The study showed severe voltage problems on the 2.4kV system during summer peak times. If one of the substations were to fail, the city could have suffered a "brown out" condition. A few substations were found to be nearing the end of their useful life. The study resulted in a three phase project to upgrade, replace and eliminate certain substations and to convert the 2.4kV system to 13.8kV. The project would occur over eight years and require an investment of over $2 million.
The three-phase project
Phase I began in 1992 with the conversion of 2.4kV overhead to 13.8kv underground in the southwest area of the city. Prior to Phase I, the Robert D. Brown Substation housed only two breakers. Additional breakers were installed for the 12MVA and 10 MVA substations. A new building was constructed to house the new breakers. The additional breakers were necessary in an effort to reduce outages that would affect large portions of the city.
Phase II was started in 1994. This phase addressed the need to retire certain substations that no longer proved useful and economic. Substations eliminated were the North Substation on Cottage, Park Substation on Plum and the Power Plant Substation located on Chestnut. The 13.8kV conversion project continued by removing overhead lines in alleys between Pine and Plum, south of Cherry Street to Valley View and east to Adams and Bulow Street.
Phase III in 1997 included the installation of a direct circuit to Polaris as a two-way feeder or "loop." A loop allows the customer to get power from another source if the main power source is out of commission. Burying underground 13.8kV continued south on Stanford, through Main Street, and dropping over the hill at Franklin Street.
Converting overhead 2.4kV to underground 13.8kV has proved highly advantageous. Underground power lines are less susceptible to storm damage, eliminated the need for tree trimming, is more pleasant for residents and is generally safer for the public.
An area that is visibly more pleasing are the alleys south of Cherry Street between Pine and Plum. The city Light & Power crews are continuing the 13.8kV underground project in the areas of Catalina, Valley View and Lewis.

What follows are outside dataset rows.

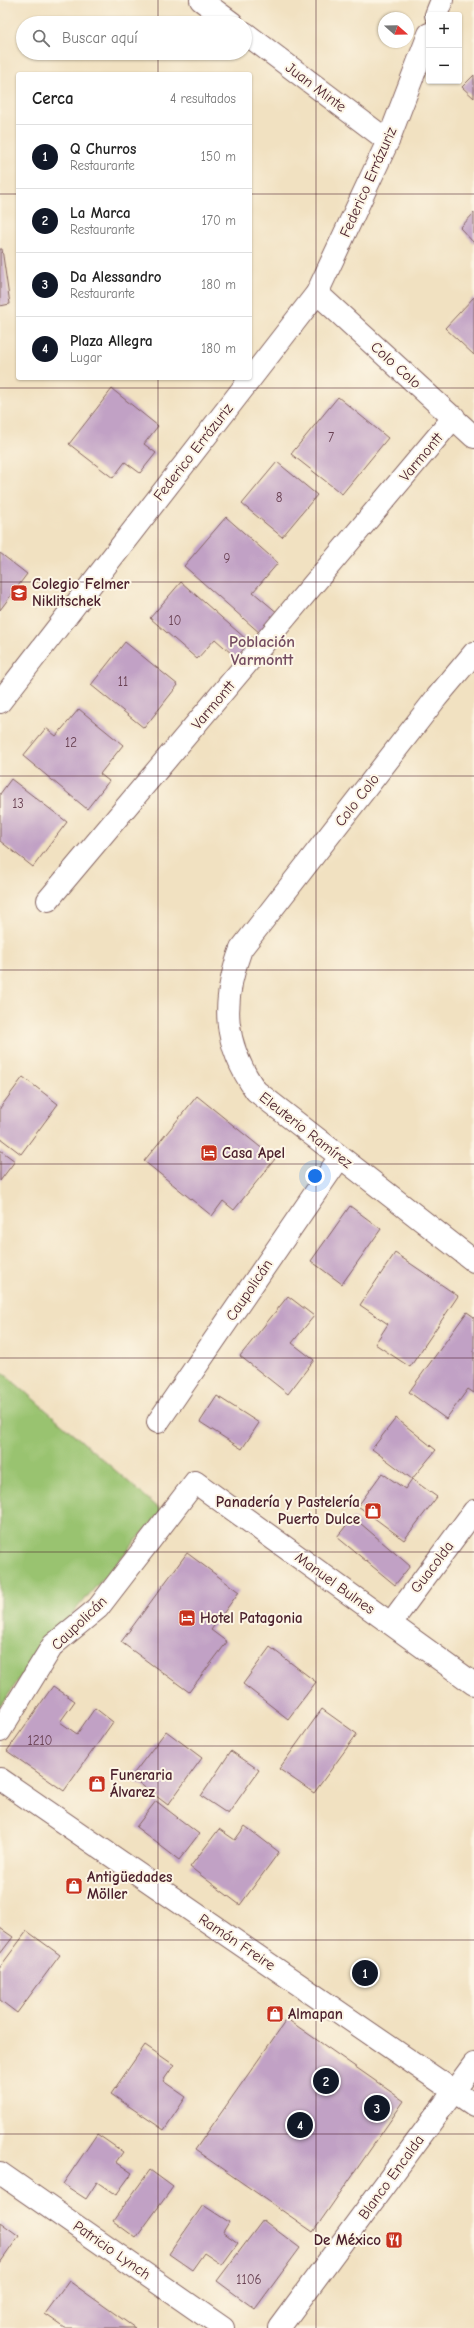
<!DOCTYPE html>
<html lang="es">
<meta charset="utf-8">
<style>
:root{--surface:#fff;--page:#f6f6f6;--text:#222;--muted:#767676;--line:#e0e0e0;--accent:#111827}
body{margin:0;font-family:"Comic Neue",sans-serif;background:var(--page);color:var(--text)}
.controls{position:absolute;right:12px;top:12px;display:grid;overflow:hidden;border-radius:4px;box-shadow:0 1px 3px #0004}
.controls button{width:36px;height:36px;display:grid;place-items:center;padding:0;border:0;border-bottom:1px solid var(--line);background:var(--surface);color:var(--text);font:20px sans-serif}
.compass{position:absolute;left:378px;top:12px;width:36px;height:36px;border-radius:50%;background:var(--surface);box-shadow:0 1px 3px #0004;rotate:110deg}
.you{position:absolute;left:315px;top:1176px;width:14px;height:14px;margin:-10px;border:3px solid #fff;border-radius:50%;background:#1a73e8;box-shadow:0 0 0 6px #1a73e833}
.badge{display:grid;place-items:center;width:26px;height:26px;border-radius:50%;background:var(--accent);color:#fff;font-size:13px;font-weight:700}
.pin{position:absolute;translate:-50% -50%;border:2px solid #fff;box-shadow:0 1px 4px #0006}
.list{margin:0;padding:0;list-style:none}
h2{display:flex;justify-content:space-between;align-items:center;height:52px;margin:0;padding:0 16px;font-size:17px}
h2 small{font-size:13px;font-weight:400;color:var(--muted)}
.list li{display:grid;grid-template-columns:26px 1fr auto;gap:12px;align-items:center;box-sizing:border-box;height:64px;padding:0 16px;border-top:1px solid var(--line)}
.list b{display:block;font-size:15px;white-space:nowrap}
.list p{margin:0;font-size:13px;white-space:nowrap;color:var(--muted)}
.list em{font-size:13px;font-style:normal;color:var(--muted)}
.icon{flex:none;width:22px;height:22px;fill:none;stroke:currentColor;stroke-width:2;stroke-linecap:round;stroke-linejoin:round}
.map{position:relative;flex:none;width:474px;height:2328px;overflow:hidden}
.search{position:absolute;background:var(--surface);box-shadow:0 1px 3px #0004;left:16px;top:16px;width:236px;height:44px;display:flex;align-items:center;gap:10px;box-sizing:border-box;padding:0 14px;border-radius:22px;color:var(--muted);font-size:15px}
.panel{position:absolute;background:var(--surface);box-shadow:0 1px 3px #0004;left:16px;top:72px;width:236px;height:308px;border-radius:4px}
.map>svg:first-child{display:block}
.green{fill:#99c370;stroke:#72714e}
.building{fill:#c1a1c5}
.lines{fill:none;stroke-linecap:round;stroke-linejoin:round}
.minor-casing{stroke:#846360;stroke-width:24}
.tertiary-casing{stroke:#846360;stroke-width:24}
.minor{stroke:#fff;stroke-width:22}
.tertiary{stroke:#fff;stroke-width:22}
.grid{fill:none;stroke:#4a1f2b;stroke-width:1;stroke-opacity:0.55}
.labels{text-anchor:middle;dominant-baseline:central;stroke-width:4;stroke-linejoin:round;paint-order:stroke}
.number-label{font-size:13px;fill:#684052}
.street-label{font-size:15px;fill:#4a1f2b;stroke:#fcf5e5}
.poi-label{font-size:15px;font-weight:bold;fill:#4a1f2b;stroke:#fcf5e5;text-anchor:start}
.neighbourhood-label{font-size:16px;font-weight:bold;fill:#744c61;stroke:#fcf5e5}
</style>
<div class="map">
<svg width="474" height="2328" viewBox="0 0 474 2328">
<rect width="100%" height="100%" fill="#fcf5e5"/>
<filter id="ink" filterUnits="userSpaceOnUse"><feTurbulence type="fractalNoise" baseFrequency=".025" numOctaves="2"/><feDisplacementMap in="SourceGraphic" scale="8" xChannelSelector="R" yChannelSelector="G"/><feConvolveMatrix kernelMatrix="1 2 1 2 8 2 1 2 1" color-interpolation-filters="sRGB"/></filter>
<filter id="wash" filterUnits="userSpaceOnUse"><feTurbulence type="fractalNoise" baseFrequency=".012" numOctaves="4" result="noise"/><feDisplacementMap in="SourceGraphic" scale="16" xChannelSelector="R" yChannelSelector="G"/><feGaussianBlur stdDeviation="0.9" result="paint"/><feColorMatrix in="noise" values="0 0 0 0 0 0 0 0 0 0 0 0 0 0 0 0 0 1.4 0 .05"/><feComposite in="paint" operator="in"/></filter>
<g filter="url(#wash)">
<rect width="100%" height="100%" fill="#f1e1c1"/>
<path class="green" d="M0,1370L162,1511L36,1655L0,1707Z"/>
<g id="blocks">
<path class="building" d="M474,75V98L462,87Z
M474,213V243L460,228Z
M0,249H2L10,304L0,306Z
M474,297V355L445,328Z
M112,389L158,426L144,444L156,453L140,473L125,462L113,478L69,444Z
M338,397L388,438L342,494L291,454Z
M277,462L317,495L282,537L242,504Z
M226,517L278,563L253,592L279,614L261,634L184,566Z
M0,553L27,574L0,610Z
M181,582L254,646L241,662L215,639L197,659L150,618Z
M125,642L178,685L144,728L91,685Z
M79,709L123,745L100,774L109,781L87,809L23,756L46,728L56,736Z
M11,779L67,822L33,867L0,841V794Z
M23,1077L58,1104L21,1154L0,1138V1108Z
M197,1096L275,1159L234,1210L223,1201L212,1216L144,1161Z
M0,1150L15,1161L0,1181Z
M350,1206L381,1229L342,1284L311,1261Z
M395,1253L458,1296L410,1367L375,1344L388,1324L360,1305Z
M288,1296L314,1316L292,1343L314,1360L288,1394L240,1356Z
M467,1312L474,1317V1393L468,1389L446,1419L409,1392Z
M217,1396L259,1423L242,1449L200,1422Z
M396,1418L436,1450L412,1479L372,1449Z
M382,1473L405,1489L412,1479L437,1497L404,1540L358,1506Z
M353,1517L410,1566L395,1585L337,1537Z
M187,1553L239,1592L211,1630L227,1642L189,1692L121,1642Z
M270,1647L316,1682L288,1719L243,1684Z
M53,1686L75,1701L60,1722L77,1734L95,1708L113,1722L64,1791L7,1751Z
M322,1709L357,1734L314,1793L279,1769Z
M166,1731L202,1758L168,1805L131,1777Z
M231,1751L259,1770L228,1814L201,1796Z
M156,1801L199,1834L179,1860L136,1827Z
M245,1826L279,1852L240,1905L190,1867L219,1829L235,1840Z
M0,1928L13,1937L0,1954Z
M27,1931L60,1955L17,2013L0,2000V1967Z
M287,2019L404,2101L313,2232L195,2150Z
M145,2045L174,2065L163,2081L186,2097L164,2130L111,2094Z
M97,2134L123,2152L116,2162L132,2173L116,2195L97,2182L86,2199L63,2184Z
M150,2170L173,2187L136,2238L113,2221Z
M203,2205L229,2222L223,2232L238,2243L222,2265L204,2253L192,2270L169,2254Z
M263,2220L300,2248L255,2309L217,2281Z
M0,2222L19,2236L0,2263Z
M69,2281L135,2328H65L45,2314Z"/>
</g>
</g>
<g filter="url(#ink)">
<use href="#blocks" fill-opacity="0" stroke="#846360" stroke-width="1"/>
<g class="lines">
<g class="minor-casing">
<path id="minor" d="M201,0L232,23
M245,33L388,141
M317,293L474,437
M474,653L437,697L241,949C221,1002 223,1044 256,1091L474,1261
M48,900L454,417
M158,1422L340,1157
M391,1623L474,1511
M0,1731L53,1645L98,1608L195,1482L474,1684
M0,1779L474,2105
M0,2173L223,2328
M279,2328L474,2064"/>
</g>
<g class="tertiary-casing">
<path id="tertiary" d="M436,15L442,0
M0,702L317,293L388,141L429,34"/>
</g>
<use href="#minor" class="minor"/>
<use href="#tertiary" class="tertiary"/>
</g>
</g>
<path class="grid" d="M158,0V23M316,0V2328M158,53V74M0,194H18M250,194H474M158,378V2328M0,388H474M0,582H474M0,776H474M0,970H474M0,1164H474M0,1358H474M0,1552H474M0,1746H474M0,1940H474M0,2134H474"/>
<defs>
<g id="school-square" transform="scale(0.9)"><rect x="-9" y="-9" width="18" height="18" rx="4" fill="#c8321e" stroke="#fcf5e5"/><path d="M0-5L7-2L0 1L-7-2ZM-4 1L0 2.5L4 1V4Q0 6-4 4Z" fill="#fff"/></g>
<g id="hotel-square" transform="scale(0.9)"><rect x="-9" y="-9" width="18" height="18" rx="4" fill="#c8321e" stroke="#fcf5e5"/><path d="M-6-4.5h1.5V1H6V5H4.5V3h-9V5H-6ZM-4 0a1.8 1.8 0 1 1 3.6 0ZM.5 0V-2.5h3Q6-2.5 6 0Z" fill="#fff"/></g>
<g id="shop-square" transform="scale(0.9)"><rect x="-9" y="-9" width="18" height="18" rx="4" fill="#c8321e" stroke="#fcf5e5"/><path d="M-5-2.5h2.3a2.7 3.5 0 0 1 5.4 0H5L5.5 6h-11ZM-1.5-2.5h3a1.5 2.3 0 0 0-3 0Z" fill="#fff"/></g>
<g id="restaurant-square" transform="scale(0.9)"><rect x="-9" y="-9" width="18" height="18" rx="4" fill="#c8321e" stroke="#fcf5e5"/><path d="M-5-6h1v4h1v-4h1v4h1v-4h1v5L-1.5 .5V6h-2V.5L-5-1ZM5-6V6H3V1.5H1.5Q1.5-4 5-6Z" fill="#fff"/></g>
</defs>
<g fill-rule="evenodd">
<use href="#school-square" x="19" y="593"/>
<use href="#hotel-square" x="209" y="1153"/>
<use href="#shop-square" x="373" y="1511"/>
<use href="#hotel-square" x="187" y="1618"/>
<use href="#shop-square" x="97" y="1784"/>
<use href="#shop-square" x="74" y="1886"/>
<use href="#shop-square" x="275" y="2014"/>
<use href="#restaurant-square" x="394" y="2240"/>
</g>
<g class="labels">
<g class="number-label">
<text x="331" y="437">7</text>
<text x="279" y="497">8</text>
<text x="227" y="558">9</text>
<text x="175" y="620">10</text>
<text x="123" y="681">11</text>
<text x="71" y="742">12</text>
<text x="18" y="803">13</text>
<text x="40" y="1740">1210</text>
<text x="249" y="2279">1106</text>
</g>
<g class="street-label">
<text transform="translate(316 87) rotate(37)">Juan Minte</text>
<text transform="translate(368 182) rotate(-66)">Federico Errázuriz</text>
<text transform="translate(396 365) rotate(42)">Colo Colo</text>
<text transform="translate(193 452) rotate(-52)">Federico Errázuriz</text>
<text transform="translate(421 457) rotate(-50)">Varmontt</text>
<text transform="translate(213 705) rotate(-50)">Varmontt</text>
<text transform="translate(357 800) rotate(-52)">Colo Colo</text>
<text transform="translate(306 1130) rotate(38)">Eleuterio Ramírez</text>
<text transform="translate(249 1290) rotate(-56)">Caupolicán</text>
<text transform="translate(432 1567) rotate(-53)">Guacolda</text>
<text transform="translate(335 1583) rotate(36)">Manuel Bulnes</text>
<text transform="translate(79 1623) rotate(-44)">Caupolicán</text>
<text transform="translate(237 1942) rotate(34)">Ramón Freire</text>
<text transform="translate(391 2177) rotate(-54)">Blanco Encalda</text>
<text transform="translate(112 2250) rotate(35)">Patricio Lynch</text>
</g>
<g class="poi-label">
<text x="32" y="584">Colegio Felmer<tspan x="32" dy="17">Niklitschek</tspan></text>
<text x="222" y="1153">Casa Apel</text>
<text x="360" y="1502" text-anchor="end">Panadería y Pastelería<tspan x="360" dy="17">Puerto Dulce</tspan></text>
<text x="200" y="1618">Hotel Patagonia</text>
<text x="110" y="1775">Funeraria<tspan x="110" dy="17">Álvarez</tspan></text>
<text x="87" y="1877">Antigüedades<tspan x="87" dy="17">Möller</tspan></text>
<text x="288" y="2014">Almapan</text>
<text x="381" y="2240" text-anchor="end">De México</text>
</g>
<g class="neighbourhood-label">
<text x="262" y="642">Población<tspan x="262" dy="18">Varmontt</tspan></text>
</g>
</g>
</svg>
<div class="controls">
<button>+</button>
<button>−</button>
</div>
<svg class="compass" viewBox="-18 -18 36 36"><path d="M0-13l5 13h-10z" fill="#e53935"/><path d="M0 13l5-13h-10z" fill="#767676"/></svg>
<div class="you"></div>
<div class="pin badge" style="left:365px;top:1973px">1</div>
<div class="pin badge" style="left:326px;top:2081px">2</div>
<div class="pin badge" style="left:377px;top:2108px">3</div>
<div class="pin badge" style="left:300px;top:2125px">4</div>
<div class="search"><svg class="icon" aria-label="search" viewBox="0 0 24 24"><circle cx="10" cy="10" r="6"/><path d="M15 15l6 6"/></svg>Buscar aquí</div>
<section class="panel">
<h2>Cerca<small>4 resultados</small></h2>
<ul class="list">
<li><span class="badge">1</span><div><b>Q Churros</b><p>Restaurante</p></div><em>150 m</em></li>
<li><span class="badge">2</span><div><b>La Marca</b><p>Restaurante</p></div><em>170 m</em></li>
<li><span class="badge">3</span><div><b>Da Alessandro</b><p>Restaurante</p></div><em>180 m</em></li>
<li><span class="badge">4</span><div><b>Plaza Allegra</b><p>Lugar</p></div><em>180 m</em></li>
</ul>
</section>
</div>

In 1984, the amount of overhead line totaled 80 percent. Fourteen years later, overhead lines occupy only 20 percent of the distribution system, with the remaining 80 percent being underground. One statistic of underground success is the number of overhead outages versus underground outages. From 1993 to 1998, the number of underground outages was half of the overhead outages.
The Light & Power Department has a reason to celebrate in 1999. Remodeling of the City Service Center is under way and will be completed in September. The remodeled shop will be more customer friendly and will furnish the employees with office space. Construction began in 1998 with a 100 foot expansion of the City Service Center.
Vermillion Light & Power will host its first annual customer appreciation day the first week in October, in conjunction with National Public Power Week. Look for a flyer announcing the event in the Plain Talk. Cari Jo Skonhovd, electric operations specialist, said, "We are owned by our customers and we greatly appreciate them. We are striving to show them our gratitude and our devotion to the continued success of our community."